*REQUIRED WORK:*
Reproduce word for word every line of the entries below, from the line containing "What data does" through the final line, and nothing else.

*SUPPLIED ENTRIES:*

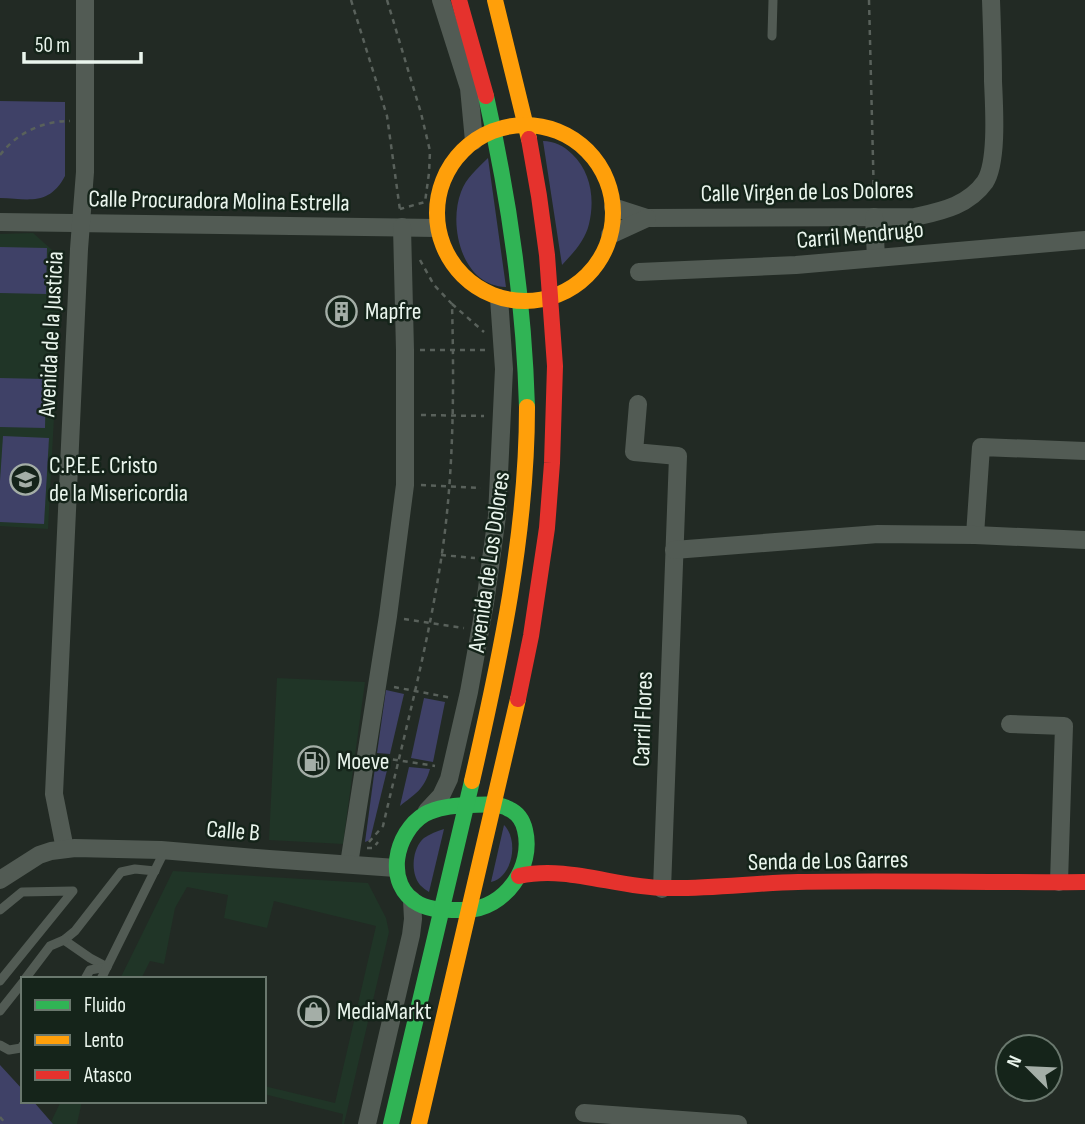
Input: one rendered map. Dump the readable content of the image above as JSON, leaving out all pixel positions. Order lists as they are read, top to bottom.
{
  "streets": {
    "main road": ["Avenida de Los Dolores", "Senda de Los Garres"],
    "street": [
      "Calle Virgen de Los Dolores",
      "Calle Procuradora Molina Estrella",
      "Carril Mendrugo",
      "Avenida de la Justicia",
      "Carril Flores",
      "Calle B"
    ]
  },
  "crossings": [
    ["Calle Procuradora Molina Estrella", "Avenida de la Justicia"],
    ["Avenida de la Justicia", "Calle B"],
    ["Carril Flores", "Senda de Los Garres"]
  ],
  "places": {
    "building": ["Mapfre"],
    "school or university": ["C.P.E.E. Cristo de la Misericordia"],
    "fuel station": ["Moeve"],
    "shop": ["MediaMarkt"]
  },
  "legend": ["Fluido", "Lento", "Atasco"],
  "scale_bar": "50 m",
  "north": "top left"
}
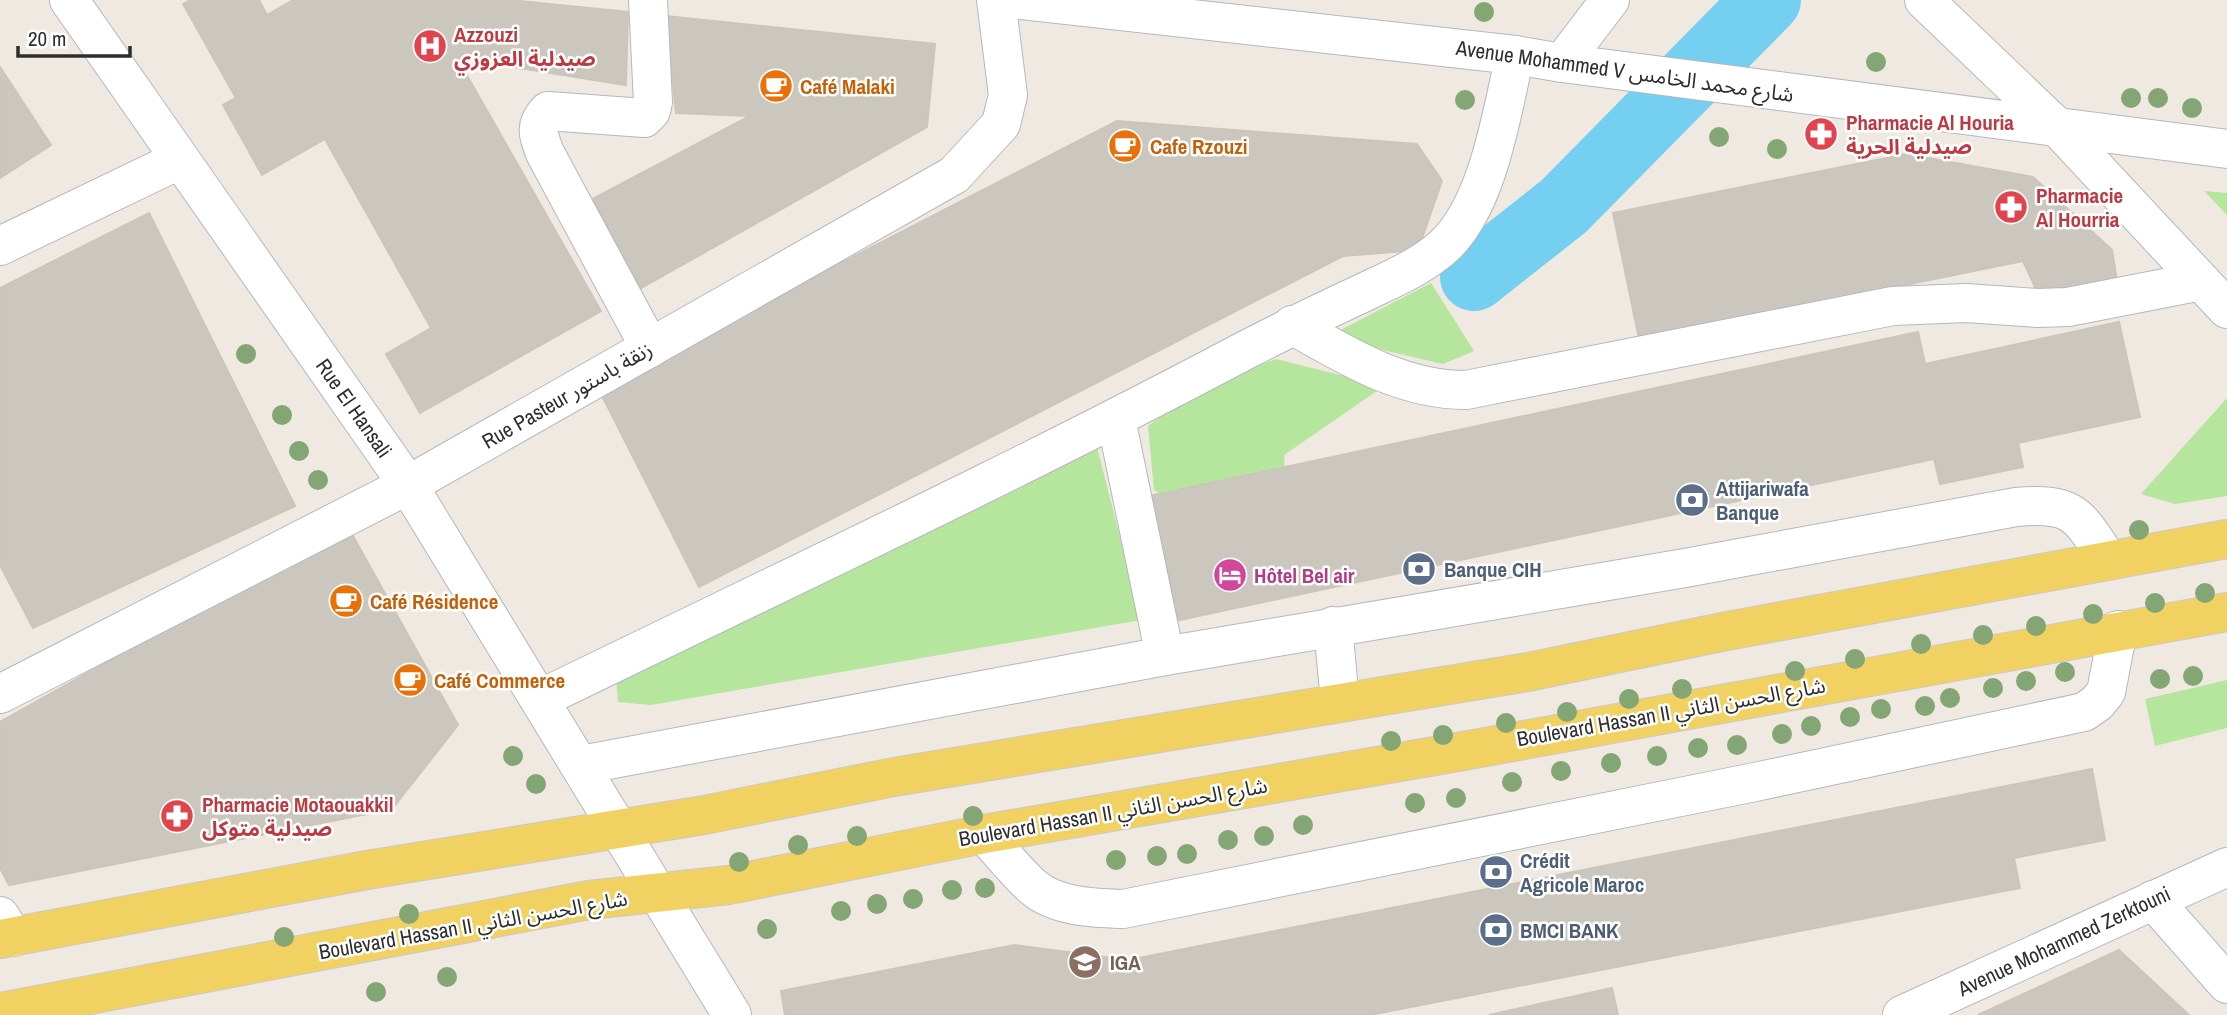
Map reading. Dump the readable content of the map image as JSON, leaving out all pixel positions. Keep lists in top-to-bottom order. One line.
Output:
{"streets":{"main road":["Boulevard Hassan II شارع الحسن الثاني"],"street":["Avenue Mohammed V شارع محمد الخامس","Rue Pasteur زنقة باستور","Rue El Hansali","Avenue Mohammed Zerktouni"]},"crossings":[["Rue Pasteur زنقة باستور","Rue El Hansali"],["Rue El Hansali","Boulevard Hassan II شارع الحسن الثاني"]],"places":{"hospital":["Azzouzi صيدلية العزوزي"],"cafe":["Café Malaki","Cafe Rzouzi","Café Résidence","Café Commerce"],"pharmacy":["Pharmacie Al Houria صيدلية الحرية","Pharmacie Al Hourria","Pharmacie Motaouakkil صيدلية متوكل"],"bank":["Attijariwafa Banque","Banque CIH","Crédit Agricole Maroc","BMCI BANK"],"hotel":["Hôtel Bel air"],"school or university":["IGA"]},"scale_bar":"20 m"}
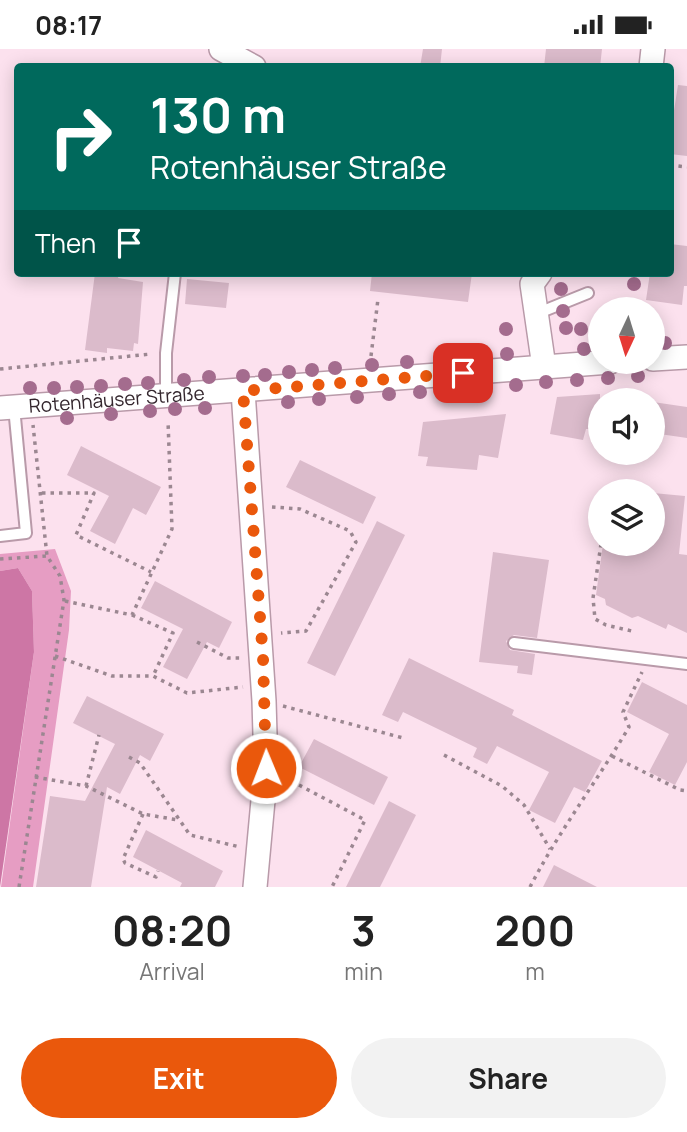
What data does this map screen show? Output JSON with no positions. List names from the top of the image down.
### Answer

*EXPECTED ANSWER:*
What data does this map screen show? Output JSON with no positions. List names from the top of the image down.
### Answer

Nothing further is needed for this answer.